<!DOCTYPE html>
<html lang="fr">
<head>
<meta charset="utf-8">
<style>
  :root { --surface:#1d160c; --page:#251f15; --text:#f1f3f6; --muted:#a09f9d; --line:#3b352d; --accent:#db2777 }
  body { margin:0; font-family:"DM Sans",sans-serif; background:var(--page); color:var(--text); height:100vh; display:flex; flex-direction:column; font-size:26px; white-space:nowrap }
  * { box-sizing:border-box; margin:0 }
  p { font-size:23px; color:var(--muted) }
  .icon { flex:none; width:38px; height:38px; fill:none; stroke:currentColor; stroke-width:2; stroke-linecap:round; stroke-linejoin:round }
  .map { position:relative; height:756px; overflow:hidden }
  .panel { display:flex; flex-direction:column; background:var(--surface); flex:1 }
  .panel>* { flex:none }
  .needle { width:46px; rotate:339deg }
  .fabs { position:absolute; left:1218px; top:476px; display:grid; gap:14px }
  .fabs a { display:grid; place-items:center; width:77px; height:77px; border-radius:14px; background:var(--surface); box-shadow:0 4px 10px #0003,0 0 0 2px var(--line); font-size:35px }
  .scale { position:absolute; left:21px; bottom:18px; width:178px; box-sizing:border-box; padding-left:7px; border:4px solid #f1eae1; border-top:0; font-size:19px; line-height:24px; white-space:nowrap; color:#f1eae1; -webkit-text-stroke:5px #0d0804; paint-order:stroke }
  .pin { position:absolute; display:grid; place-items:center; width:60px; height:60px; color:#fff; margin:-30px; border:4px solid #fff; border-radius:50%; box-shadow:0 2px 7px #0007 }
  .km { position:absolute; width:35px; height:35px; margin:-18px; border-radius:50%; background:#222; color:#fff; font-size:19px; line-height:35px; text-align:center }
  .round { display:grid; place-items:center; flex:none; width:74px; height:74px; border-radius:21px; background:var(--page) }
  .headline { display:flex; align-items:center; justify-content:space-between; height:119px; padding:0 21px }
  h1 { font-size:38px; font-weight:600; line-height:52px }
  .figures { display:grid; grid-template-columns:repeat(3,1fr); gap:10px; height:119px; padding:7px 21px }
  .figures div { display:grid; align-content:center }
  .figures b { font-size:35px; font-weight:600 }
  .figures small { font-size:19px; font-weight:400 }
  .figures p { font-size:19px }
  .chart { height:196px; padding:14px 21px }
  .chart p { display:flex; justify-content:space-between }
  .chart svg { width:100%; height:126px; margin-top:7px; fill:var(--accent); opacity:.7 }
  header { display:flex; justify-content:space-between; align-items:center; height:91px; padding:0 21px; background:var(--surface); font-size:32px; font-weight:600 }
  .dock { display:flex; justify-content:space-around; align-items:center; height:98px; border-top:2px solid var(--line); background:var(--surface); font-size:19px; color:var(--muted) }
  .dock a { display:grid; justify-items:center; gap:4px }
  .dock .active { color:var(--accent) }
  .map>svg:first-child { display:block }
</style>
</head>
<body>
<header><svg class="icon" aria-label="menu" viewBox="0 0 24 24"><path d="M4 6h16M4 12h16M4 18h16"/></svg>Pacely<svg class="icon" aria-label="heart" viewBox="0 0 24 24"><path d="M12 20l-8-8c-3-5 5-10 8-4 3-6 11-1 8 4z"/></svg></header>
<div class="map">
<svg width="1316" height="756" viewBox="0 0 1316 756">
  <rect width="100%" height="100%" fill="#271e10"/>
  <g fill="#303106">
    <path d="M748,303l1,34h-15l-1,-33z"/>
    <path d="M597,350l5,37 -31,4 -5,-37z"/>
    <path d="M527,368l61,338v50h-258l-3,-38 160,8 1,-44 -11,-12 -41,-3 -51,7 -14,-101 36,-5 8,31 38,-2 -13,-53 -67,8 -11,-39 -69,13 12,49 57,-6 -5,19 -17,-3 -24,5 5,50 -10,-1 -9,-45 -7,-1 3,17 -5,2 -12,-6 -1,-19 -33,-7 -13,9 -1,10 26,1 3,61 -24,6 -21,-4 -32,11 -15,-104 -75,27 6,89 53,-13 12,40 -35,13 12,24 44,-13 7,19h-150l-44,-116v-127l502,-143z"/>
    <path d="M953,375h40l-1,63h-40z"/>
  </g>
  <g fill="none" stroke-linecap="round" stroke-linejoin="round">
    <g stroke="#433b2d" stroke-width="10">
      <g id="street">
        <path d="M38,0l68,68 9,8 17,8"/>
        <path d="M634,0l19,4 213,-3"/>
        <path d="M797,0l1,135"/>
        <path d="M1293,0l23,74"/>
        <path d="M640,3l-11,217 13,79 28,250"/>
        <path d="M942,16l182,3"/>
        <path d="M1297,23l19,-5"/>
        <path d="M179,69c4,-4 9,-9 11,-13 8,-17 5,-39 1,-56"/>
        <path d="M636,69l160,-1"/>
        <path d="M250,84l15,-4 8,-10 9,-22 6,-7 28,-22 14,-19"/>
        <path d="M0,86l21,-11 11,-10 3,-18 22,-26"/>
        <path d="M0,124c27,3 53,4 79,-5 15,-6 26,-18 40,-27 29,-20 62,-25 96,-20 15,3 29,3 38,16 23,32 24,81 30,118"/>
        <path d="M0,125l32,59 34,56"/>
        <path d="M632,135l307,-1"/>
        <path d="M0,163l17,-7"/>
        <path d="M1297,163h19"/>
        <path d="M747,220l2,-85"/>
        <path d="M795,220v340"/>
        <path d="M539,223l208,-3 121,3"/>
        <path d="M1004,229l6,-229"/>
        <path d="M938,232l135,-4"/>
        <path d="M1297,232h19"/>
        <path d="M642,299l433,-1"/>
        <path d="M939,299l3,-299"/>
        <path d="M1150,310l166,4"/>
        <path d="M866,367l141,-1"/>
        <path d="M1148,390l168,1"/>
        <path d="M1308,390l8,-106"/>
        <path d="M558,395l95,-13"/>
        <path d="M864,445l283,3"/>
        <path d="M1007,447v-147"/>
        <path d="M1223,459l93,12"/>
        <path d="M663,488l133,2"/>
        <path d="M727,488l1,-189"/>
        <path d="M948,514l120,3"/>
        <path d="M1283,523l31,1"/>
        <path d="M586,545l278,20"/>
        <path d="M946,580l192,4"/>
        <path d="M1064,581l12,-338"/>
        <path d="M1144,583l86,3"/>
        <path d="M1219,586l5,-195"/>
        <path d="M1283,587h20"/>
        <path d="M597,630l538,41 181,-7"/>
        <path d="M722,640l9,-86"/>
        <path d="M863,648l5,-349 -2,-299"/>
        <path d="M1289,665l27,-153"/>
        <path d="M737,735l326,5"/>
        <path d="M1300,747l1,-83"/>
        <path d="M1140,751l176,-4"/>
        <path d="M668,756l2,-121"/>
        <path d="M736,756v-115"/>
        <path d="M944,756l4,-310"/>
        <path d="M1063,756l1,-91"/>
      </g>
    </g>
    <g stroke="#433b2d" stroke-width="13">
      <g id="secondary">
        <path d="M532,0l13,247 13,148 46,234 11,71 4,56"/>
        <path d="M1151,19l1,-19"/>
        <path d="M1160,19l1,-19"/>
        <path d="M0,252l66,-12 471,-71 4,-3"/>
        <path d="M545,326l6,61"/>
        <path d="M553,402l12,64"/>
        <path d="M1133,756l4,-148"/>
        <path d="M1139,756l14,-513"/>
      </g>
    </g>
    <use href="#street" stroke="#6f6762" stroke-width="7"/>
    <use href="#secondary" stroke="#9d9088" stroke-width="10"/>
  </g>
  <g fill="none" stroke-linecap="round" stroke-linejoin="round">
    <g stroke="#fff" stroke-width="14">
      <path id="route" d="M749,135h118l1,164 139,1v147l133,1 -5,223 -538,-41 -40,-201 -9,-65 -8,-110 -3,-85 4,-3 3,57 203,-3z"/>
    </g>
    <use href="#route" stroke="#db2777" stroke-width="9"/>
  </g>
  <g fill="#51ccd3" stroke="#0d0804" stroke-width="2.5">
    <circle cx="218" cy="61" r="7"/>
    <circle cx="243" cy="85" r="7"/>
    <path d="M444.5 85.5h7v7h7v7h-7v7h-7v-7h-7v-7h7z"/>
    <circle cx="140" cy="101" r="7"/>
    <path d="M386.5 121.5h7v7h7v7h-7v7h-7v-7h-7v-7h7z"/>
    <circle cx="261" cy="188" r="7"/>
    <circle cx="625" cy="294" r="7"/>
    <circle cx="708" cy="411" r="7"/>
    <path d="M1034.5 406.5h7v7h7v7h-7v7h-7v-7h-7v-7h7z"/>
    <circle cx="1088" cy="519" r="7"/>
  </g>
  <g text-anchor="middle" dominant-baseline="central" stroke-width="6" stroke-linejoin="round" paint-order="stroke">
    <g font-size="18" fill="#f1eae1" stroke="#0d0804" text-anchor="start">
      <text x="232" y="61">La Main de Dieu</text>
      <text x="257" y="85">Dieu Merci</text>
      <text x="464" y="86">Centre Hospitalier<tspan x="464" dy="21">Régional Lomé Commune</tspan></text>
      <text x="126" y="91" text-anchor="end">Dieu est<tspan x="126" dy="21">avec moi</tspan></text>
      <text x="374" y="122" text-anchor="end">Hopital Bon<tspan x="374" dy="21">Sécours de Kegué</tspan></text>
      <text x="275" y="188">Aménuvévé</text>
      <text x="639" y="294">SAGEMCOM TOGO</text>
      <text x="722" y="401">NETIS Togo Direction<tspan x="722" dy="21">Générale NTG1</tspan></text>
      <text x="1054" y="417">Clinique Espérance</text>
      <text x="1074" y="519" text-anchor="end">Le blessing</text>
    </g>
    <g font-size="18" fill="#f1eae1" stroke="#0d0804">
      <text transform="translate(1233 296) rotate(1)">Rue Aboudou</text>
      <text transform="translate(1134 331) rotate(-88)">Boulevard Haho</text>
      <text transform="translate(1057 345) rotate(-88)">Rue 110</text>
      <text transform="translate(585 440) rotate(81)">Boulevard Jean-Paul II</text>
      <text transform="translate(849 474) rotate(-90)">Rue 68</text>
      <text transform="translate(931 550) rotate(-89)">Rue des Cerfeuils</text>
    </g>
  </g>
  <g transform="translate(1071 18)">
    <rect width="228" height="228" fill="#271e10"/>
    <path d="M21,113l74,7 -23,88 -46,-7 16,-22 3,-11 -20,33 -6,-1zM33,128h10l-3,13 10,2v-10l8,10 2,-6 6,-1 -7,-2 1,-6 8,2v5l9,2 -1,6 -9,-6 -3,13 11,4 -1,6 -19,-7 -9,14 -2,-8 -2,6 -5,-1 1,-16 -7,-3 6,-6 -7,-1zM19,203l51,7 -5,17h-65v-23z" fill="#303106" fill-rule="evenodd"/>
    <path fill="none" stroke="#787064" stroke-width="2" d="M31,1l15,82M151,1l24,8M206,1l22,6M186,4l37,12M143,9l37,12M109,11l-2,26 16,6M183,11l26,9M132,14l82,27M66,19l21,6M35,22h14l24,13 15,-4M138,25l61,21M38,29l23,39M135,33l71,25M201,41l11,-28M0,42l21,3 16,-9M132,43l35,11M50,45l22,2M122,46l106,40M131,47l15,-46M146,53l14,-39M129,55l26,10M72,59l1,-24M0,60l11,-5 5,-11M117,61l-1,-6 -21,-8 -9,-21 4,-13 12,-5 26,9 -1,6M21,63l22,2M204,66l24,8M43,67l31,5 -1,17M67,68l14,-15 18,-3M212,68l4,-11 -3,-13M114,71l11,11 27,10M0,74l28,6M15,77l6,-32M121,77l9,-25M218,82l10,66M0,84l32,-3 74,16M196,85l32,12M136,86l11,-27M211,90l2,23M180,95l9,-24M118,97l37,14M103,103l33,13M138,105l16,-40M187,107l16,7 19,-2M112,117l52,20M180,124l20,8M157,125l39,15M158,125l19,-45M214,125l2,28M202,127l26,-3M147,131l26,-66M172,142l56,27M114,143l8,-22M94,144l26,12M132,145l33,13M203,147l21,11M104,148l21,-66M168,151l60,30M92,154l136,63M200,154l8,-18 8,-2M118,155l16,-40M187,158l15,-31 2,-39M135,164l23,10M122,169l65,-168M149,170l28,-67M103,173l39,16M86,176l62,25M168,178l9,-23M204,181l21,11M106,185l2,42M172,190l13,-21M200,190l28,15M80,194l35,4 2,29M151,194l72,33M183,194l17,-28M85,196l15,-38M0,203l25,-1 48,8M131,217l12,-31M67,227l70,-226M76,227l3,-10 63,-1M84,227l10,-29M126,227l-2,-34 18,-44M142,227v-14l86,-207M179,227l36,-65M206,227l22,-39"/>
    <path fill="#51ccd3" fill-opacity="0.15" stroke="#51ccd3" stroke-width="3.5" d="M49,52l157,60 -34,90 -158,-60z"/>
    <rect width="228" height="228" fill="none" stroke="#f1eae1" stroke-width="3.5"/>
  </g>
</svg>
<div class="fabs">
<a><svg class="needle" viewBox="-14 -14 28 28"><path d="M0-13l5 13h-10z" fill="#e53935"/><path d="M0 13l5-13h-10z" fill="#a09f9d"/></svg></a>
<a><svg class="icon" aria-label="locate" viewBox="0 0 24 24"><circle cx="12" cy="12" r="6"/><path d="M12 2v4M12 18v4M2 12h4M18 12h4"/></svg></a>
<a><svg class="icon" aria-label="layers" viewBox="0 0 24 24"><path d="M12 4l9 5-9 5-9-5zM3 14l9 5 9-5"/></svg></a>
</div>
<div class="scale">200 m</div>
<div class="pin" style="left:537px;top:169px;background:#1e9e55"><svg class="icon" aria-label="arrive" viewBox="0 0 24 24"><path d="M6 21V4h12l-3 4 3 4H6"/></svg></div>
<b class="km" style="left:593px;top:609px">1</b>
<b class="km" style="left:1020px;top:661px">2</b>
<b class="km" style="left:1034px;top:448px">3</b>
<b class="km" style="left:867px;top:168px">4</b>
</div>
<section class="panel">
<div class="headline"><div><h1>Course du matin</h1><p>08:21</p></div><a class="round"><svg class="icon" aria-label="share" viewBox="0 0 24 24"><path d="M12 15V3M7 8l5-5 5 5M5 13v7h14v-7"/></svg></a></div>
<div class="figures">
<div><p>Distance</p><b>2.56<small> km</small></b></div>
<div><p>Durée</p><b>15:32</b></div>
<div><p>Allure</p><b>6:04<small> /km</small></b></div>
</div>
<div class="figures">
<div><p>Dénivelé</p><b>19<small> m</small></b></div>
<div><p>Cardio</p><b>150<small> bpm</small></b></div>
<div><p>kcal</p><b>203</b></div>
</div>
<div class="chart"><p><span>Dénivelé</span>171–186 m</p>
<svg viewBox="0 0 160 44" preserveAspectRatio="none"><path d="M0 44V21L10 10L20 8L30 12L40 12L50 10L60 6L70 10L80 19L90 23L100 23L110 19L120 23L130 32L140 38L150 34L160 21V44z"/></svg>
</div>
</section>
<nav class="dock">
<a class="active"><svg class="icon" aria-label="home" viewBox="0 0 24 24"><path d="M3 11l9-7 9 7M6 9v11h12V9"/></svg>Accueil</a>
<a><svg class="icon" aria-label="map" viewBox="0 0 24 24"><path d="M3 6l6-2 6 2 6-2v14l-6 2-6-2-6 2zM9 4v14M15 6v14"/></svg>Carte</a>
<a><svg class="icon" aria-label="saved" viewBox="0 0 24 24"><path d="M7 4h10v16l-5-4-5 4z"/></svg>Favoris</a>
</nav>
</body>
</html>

########################################

** Task objective **
With the first line of the records as the start and the line holding "position:absolute; left:1218px; top:476px;" as the end, please copy exactly those lines and no others.

** Exercise result **
<!DOCTYPE html>
<html lang="fr">
<head>
<meta charset="utf-8">
<style>
  :root { --surface:#1d160c; --page:#251f15; --text:#f1f3f6; --muted:#a09f9d; --line:#3b352d; --accent:#db2777 }
  body { margin:0; font-family:"DM Sans",sans-serif; background:var(--page); color:var(--text); height:100vh; display:flex; flex-direction:column; font-size:26px; white-space:nowrap }
  * { box-sizing:border-box; margin:0 }
  p { font-size:23px; color:var(--muted) }
  .icon { flex:none; width:38px; height:38px; fill:none; stroke:currentColor; stroke-width:2; stroke-linecap:round; stroke-linejoin:round }
  .map { position:relative; height:756px; overflow:hidden }
  .panel { display:flex; flex-direction:column; background:var(--surface); flex:1 }
  .panel>* { flex:none }
  .needle { width:46px; rotate:339deg }
  .fabs { position:absolute; left:1218px; top:476px; display:grid; gap:14px }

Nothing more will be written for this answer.